DAV Tips: Size Estimates


If you order data through the Digital Coast Data Access Viewer (DAV), how do you know how big the data will be? That seems like a simple enough question but, like most things, it gets a little complicated. I’m going to start with the raster data because that’s pretty simple. It’s the lidar point clouds that get messy.

Raster

Screengrab for the DAV system showing an area in the Snake River data set.
Screengrab for the DAV system showing an area in the Snake River data set.

The raster data includes the imagery, land cover, and digital elevation models (DEM). The image below shows the results after drawing a search box (using the white pencil next to the text geography search box) in the Snake River area. For the DEM, it comes back with an estimate of 7.15 Gigabytes (circled in red). That should be a good estimate of the size of your file if you add it to the cart. So, why isn’t it? The estimate is derived by intersecting the box you drew with the footprint of the data to get an area in Web Mercator projection. The pixel size of the original raster data is then used to estimate how many pixels are needed to fill that area. Finally, we account for how many bytes are needed for each pixel, in this case four since the DEM is a 32-bit floating point raster. So far, so good.

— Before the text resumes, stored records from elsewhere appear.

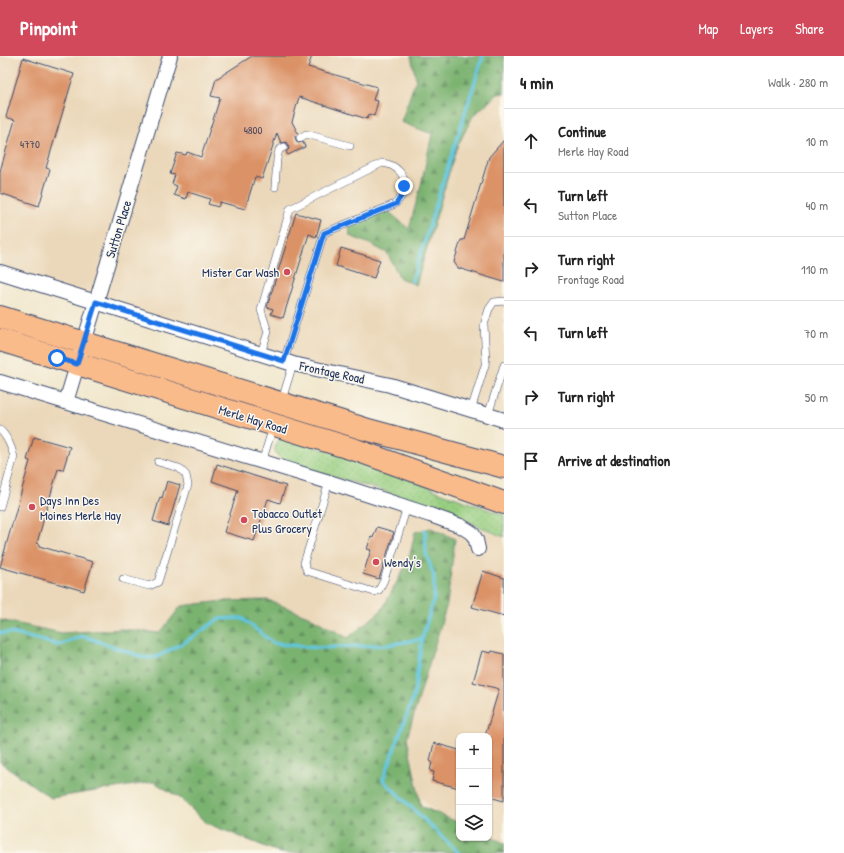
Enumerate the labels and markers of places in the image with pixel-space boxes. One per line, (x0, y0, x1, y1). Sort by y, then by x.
place label: Mister Car Wash (202, 263, 280, 281)
marker: Mister Car Wash (282, 267, 292, 277)
place label: Days Inn Des Moines Merle Hay (40, 491, 122, 524)
marker: Days Inn Des Moines Merle Hay (27, 502, 37, 512)
place label: Tobacco Outlet Plus Grocery (252, 504, 323, 537)
marker: Tobacco Outlet Plus Grocery (239, 515, 249, 525)
place label: Wendy's (384, 553, 421, 571)
marker: Wendy's (371, 557, 381, 567)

What we didn’t account for is the distortion from using Web Mercator. It’s always too big and it gets worse the farther you are from the equator. In the Great Lakes, the estimate is something like a factor of two too large. In terms of the file you’d download, we also aren’t accounting for any compression we put on the file or the compression zipping the file will provide. The adjustment for compression is highly dependent on the data itself. All we can really say is that it shouldn’t get bigger.

Lidar Point Cloud

Everything I said about rasters will also apply to the lidar point clouds. However, instead of using a pixel size to get the total pixels, we use an approximate point density to estimate how many points there will be. You can see the point estimate in the above image if you look at the first data set in the results where it says “15,671,389,276 Pts”. Lidar is not nearly as uniform as a raster and the point density will vary across a dataset, so we certainly have some error there, but lets assume that we’re relatively correct and only Web Mercator is throwing off our point estimate.

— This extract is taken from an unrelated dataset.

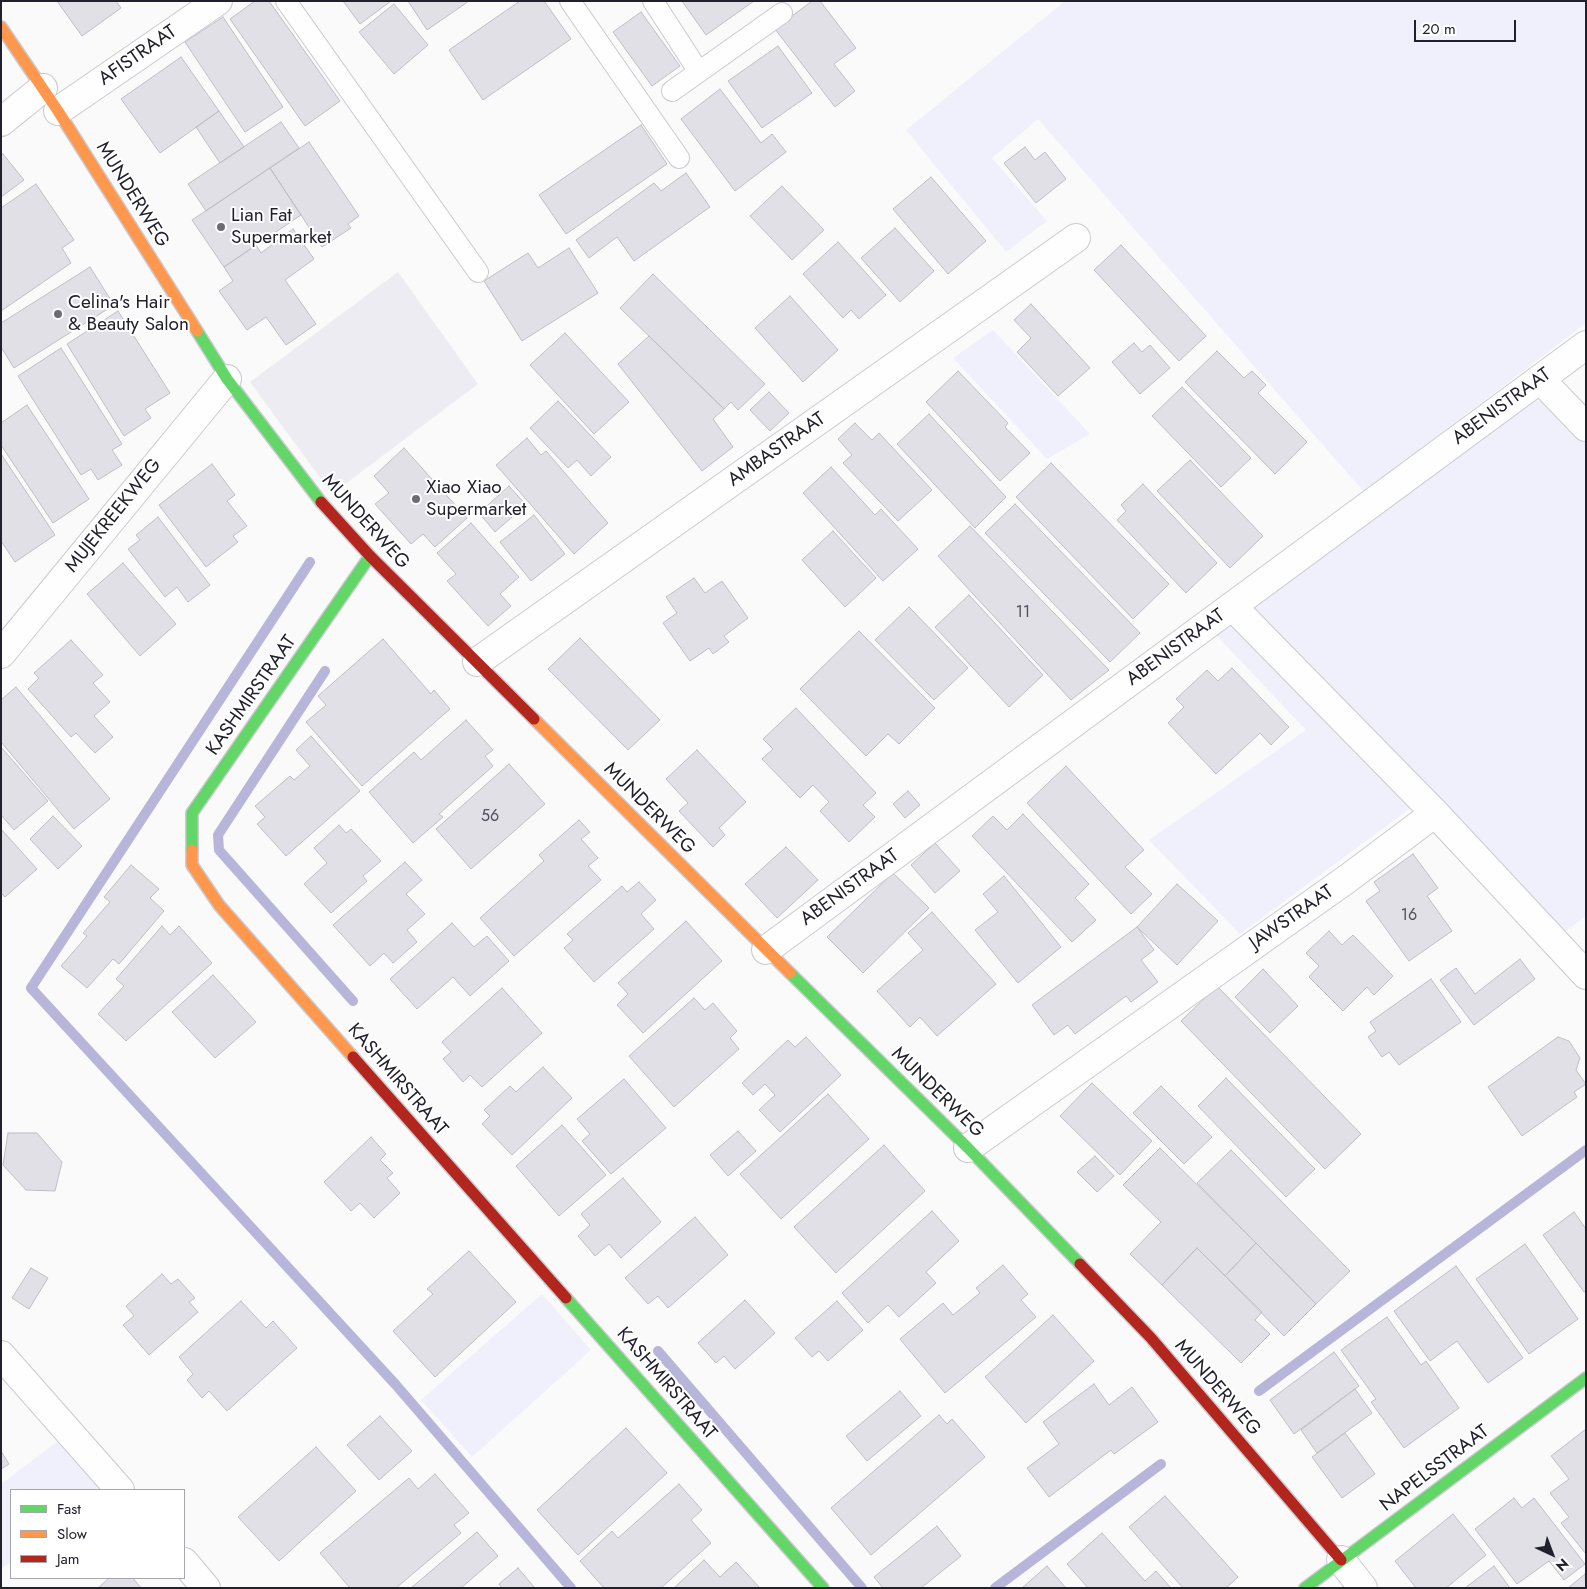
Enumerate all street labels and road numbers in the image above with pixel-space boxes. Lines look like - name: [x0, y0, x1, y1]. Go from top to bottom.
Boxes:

What makes the final file size so much harder to estimate is that you have so many more choices. I’ll split those out by basic type and see what we get.

Points

If you request points, you’re in a fairly good position to estimate how big the file will be. You can choose LAS, LAZ, or ASCII formats for the data. If you choose LAS, you’re typically looking at 28 bytes per point. This will be higher for data with RGB values for each point, but it’s a reasonable estimate for most data in LAS 1.2. You’ll want to bump that up by a couple bytes for newer LAS 1.4 files. Multiple by the number of points and you’re done (408 Gb in our example above, neglecting the Web Mercator issue). If you estimate zipping will compress by a factor of 2 and that Web Mercator is a factor of 2 too high at this latitude, you’re looking at around 100 Gb. Note that the little red triangle next to the point estimate lets you know it’s too big for point cloud processing, even though you could get the same area from the pre-made raster.

If you choose LAZ (compression using laszip), the simplest way would be to do the same estimate as for LAS, but assume a compression ration of 7:1 instead of the 2:1 for zip. Even though we’ll zip the results, it will mostly serve to gather all the pieces and won’t add much compression. So, we’d estimate a file size of 29 Gb. You should be able to get laszip at laszip.org, but it looks a little out of date as I write this. The site has good background, but the version there about doesn’t handle LAS 1.4 fully. Instead, you can get the latest version as one of the free parts of LAStools.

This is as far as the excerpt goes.